Stored data:
★ ★ ★
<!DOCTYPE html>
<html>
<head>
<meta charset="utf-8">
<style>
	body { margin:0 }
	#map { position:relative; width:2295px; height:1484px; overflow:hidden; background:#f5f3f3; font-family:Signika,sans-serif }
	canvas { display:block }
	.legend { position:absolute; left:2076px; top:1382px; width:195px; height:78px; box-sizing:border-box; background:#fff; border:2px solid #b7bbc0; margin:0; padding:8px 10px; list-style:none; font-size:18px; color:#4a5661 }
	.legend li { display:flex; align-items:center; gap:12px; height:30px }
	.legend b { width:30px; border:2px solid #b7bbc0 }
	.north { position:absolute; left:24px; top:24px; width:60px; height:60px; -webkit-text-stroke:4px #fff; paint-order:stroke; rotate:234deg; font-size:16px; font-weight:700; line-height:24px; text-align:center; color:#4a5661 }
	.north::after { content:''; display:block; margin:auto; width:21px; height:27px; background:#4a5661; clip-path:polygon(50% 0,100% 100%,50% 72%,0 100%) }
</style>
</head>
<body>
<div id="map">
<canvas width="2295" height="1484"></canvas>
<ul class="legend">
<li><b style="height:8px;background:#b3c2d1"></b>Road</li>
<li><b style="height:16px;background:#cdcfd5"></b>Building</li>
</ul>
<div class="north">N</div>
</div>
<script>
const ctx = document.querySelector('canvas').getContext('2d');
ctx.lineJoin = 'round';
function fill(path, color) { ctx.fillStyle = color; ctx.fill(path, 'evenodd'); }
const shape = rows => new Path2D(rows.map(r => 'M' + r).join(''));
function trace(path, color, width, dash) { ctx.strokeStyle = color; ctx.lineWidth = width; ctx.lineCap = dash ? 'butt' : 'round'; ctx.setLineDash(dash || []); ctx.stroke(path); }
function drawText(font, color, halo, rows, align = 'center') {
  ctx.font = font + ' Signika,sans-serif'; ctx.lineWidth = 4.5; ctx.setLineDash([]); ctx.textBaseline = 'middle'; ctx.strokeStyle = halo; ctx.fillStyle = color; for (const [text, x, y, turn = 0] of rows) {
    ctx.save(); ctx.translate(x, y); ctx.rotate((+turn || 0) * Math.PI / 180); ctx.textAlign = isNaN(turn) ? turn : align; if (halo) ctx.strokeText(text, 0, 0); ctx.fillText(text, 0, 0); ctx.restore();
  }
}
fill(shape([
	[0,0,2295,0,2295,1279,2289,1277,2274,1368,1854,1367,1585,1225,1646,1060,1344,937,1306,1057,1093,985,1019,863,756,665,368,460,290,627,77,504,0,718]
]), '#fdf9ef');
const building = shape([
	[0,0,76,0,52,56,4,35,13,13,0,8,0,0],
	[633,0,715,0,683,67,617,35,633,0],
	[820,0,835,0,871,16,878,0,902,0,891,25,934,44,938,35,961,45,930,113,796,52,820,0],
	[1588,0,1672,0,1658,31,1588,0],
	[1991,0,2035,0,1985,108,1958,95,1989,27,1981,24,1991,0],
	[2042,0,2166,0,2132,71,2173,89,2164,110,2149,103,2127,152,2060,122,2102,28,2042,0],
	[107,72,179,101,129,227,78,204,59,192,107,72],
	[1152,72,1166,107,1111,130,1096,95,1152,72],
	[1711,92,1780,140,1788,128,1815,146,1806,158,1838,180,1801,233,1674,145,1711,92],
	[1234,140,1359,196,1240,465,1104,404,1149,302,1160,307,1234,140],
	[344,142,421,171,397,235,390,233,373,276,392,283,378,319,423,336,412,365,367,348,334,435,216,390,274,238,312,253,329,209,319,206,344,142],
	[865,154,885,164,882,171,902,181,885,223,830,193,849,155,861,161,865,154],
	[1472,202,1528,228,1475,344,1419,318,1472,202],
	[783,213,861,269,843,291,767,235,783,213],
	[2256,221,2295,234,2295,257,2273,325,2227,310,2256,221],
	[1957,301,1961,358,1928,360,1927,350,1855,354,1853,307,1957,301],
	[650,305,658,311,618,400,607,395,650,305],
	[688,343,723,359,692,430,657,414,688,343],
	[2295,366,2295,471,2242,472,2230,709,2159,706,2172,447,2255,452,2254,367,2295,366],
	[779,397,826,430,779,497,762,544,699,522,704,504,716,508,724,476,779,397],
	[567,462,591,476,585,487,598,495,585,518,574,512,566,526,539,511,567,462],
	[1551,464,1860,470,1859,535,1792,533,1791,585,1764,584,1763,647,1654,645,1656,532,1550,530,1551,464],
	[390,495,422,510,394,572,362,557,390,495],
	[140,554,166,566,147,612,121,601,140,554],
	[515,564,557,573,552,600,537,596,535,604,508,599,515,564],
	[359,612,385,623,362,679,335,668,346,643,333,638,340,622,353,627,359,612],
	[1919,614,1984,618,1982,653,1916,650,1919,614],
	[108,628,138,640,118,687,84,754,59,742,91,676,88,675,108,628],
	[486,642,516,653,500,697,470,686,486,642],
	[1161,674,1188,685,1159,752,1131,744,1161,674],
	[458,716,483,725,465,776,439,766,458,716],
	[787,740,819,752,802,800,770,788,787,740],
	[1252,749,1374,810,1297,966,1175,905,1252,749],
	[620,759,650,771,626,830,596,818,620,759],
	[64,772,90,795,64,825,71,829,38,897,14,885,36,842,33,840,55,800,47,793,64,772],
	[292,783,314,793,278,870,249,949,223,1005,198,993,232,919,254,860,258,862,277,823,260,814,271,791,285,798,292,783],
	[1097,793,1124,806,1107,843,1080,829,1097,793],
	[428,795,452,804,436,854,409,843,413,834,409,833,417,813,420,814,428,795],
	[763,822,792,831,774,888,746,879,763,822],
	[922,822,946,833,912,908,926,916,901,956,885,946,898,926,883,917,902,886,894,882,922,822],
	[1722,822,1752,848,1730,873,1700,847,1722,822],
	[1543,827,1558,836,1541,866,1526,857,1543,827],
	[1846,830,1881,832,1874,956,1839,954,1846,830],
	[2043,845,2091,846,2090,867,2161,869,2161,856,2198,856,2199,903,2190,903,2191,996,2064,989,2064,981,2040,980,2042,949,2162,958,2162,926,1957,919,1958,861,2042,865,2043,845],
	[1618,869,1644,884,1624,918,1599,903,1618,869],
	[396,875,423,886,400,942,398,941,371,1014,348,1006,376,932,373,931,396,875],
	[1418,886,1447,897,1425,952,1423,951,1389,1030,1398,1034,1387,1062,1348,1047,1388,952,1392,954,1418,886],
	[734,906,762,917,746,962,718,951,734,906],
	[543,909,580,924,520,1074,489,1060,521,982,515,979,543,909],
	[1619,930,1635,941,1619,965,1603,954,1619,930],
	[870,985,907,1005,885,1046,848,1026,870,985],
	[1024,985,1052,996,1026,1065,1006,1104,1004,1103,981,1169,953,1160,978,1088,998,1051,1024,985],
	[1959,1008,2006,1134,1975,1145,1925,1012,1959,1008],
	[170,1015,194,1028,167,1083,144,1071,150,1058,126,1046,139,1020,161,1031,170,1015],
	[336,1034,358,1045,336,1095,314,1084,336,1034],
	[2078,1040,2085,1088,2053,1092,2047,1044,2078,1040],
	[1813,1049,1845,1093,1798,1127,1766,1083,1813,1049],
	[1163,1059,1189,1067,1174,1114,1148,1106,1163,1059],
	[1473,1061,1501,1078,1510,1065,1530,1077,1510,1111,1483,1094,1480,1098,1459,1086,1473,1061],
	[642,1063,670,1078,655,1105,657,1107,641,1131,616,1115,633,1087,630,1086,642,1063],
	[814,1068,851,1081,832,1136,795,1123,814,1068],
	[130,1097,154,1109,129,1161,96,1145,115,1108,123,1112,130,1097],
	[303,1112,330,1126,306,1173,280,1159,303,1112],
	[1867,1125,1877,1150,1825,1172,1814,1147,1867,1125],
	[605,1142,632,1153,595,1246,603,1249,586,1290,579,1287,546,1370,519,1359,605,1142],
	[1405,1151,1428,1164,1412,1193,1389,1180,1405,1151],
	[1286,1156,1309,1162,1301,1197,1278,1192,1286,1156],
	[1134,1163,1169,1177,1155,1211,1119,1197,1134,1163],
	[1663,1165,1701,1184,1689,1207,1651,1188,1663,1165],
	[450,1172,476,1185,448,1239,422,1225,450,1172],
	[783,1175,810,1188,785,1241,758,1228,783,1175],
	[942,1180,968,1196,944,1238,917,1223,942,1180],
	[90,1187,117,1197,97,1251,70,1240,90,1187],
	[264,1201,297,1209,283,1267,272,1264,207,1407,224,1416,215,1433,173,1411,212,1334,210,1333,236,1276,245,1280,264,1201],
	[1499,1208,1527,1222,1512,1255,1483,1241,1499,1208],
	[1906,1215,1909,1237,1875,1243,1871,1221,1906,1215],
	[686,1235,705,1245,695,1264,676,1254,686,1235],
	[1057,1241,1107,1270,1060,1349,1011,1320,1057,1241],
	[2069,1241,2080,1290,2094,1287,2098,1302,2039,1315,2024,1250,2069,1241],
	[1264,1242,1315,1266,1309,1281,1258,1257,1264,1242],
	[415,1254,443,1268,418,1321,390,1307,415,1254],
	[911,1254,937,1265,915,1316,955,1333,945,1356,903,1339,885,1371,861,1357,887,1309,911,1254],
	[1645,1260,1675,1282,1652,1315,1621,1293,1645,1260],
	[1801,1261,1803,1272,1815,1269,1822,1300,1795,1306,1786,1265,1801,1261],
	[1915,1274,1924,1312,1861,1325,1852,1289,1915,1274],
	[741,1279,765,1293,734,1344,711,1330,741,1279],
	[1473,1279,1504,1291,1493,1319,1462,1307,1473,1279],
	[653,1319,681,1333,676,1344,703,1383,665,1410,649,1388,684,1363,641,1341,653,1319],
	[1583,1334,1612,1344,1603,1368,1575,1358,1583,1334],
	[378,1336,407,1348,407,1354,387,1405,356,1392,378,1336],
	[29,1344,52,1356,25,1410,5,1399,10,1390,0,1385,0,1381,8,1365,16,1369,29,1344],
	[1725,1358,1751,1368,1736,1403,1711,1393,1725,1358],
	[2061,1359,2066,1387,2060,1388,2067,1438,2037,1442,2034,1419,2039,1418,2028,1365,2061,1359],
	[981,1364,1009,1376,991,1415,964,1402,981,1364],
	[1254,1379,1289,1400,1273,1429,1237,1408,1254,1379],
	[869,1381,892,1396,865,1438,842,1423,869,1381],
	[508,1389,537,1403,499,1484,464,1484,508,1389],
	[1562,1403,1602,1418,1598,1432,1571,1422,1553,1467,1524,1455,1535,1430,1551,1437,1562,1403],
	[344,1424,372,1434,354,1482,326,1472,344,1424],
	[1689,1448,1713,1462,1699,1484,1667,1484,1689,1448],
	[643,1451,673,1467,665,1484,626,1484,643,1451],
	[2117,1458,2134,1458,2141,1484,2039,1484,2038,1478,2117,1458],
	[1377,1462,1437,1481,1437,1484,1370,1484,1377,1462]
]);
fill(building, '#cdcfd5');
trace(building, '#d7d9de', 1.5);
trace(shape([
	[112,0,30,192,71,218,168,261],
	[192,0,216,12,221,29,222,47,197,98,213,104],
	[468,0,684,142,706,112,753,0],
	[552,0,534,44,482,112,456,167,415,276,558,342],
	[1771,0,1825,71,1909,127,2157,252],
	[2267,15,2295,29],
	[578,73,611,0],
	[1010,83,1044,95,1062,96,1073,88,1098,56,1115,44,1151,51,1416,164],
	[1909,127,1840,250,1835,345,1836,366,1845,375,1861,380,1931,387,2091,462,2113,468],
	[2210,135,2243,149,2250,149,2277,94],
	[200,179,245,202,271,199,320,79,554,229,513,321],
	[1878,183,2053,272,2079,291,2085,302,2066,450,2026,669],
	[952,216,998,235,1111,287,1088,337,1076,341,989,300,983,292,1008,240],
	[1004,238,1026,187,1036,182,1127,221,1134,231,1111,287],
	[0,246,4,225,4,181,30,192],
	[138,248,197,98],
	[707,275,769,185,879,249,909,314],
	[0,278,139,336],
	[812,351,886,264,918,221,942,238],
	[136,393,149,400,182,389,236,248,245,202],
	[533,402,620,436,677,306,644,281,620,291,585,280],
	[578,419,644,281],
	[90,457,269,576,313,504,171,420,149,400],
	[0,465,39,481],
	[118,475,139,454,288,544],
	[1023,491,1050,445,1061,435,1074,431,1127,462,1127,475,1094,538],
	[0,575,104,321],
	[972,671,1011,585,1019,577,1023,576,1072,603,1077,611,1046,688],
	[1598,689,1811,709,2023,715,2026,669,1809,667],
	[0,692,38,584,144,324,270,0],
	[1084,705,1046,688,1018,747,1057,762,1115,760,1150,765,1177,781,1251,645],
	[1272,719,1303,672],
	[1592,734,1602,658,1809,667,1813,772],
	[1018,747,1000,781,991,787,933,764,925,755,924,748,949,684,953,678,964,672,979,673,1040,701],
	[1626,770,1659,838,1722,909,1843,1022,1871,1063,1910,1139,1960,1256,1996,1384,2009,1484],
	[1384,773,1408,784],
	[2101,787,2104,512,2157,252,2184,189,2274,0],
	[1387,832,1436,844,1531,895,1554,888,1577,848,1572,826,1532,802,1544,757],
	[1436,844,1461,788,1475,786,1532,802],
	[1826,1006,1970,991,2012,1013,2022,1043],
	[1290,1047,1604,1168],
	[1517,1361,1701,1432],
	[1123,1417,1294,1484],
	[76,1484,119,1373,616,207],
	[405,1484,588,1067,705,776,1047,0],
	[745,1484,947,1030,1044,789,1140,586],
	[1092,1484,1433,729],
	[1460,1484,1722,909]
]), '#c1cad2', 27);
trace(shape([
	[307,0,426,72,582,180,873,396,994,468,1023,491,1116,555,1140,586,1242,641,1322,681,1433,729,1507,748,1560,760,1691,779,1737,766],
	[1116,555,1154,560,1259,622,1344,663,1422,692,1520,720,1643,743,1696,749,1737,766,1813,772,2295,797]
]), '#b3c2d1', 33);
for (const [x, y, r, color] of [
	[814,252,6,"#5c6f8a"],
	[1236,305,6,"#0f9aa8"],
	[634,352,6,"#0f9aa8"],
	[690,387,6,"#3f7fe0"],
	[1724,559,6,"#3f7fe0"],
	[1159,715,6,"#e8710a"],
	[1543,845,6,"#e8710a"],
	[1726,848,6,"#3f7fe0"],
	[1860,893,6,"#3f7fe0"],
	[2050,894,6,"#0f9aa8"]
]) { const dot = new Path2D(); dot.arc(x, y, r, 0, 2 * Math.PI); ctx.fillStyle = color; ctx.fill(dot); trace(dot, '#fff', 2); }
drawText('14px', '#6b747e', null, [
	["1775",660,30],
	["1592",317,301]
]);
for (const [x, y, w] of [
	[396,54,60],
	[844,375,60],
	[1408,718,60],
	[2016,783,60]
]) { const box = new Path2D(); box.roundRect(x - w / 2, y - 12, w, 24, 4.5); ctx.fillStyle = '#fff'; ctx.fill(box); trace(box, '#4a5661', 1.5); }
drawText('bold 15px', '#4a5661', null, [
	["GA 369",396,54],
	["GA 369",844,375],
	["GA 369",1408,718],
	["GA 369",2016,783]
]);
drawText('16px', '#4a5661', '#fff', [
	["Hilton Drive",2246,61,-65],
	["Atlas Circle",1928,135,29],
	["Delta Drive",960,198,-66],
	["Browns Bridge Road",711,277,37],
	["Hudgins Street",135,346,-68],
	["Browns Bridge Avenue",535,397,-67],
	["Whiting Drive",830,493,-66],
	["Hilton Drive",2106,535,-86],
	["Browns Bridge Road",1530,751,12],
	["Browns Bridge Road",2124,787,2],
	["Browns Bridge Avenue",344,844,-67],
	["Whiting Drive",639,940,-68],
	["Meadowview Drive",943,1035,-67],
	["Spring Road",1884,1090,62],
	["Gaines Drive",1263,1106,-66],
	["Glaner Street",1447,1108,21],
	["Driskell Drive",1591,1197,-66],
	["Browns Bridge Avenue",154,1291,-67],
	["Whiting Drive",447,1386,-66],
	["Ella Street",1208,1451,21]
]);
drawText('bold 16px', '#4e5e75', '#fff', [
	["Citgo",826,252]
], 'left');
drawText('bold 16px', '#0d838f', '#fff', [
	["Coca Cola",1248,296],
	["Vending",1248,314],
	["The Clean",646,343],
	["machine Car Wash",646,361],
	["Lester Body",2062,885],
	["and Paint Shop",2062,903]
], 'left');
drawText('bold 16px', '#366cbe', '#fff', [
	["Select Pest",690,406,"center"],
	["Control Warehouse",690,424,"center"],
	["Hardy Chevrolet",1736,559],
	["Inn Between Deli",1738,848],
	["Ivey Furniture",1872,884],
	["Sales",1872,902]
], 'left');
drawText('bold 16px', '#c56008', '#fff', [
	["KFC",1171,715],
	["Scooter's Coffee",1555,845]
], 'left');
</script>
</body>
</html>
★ ★ ★
> [Problem]:
Beginning at the top of the records above, transcribe each line exactly up to and including the line that holds "position:absolute; left:24px; top:24px;".

> [Output of the exercise]:
<!DOCTYPE html>
<html>
<head>
<meta charset="utf-8">
<style>
	body { margin:0 }
	#map { position:relative; width:2295px; height:1484px; overflow:hidden; background:#f5f3f3; font-family:Signika,sans-serif }
	canvas { display:block }
	.legend { position:absolute; left:2076px; top:1382px; width:195px; height:78px; box-sizing:border-box; background:#fff; border:2px solid #b7bbc0; margin:0; padding:8px 10px; list-style:none; font-size:18px; color:#4a5661 }
	.legend li { display:flex; align-items:center; gap:12px; height:30px }
	.legend b { width:30px; border:2px solid #b7bbc0 }
	.north { position:absolute; left:24px; top:24px; width:60px; height:60px; -webkit-text-stroke:4px #fff; paint-order:stroke; rotate:234deg; font-size:16px; font-weight:700; line-height:24px; text-align:center; color:#4a5661 }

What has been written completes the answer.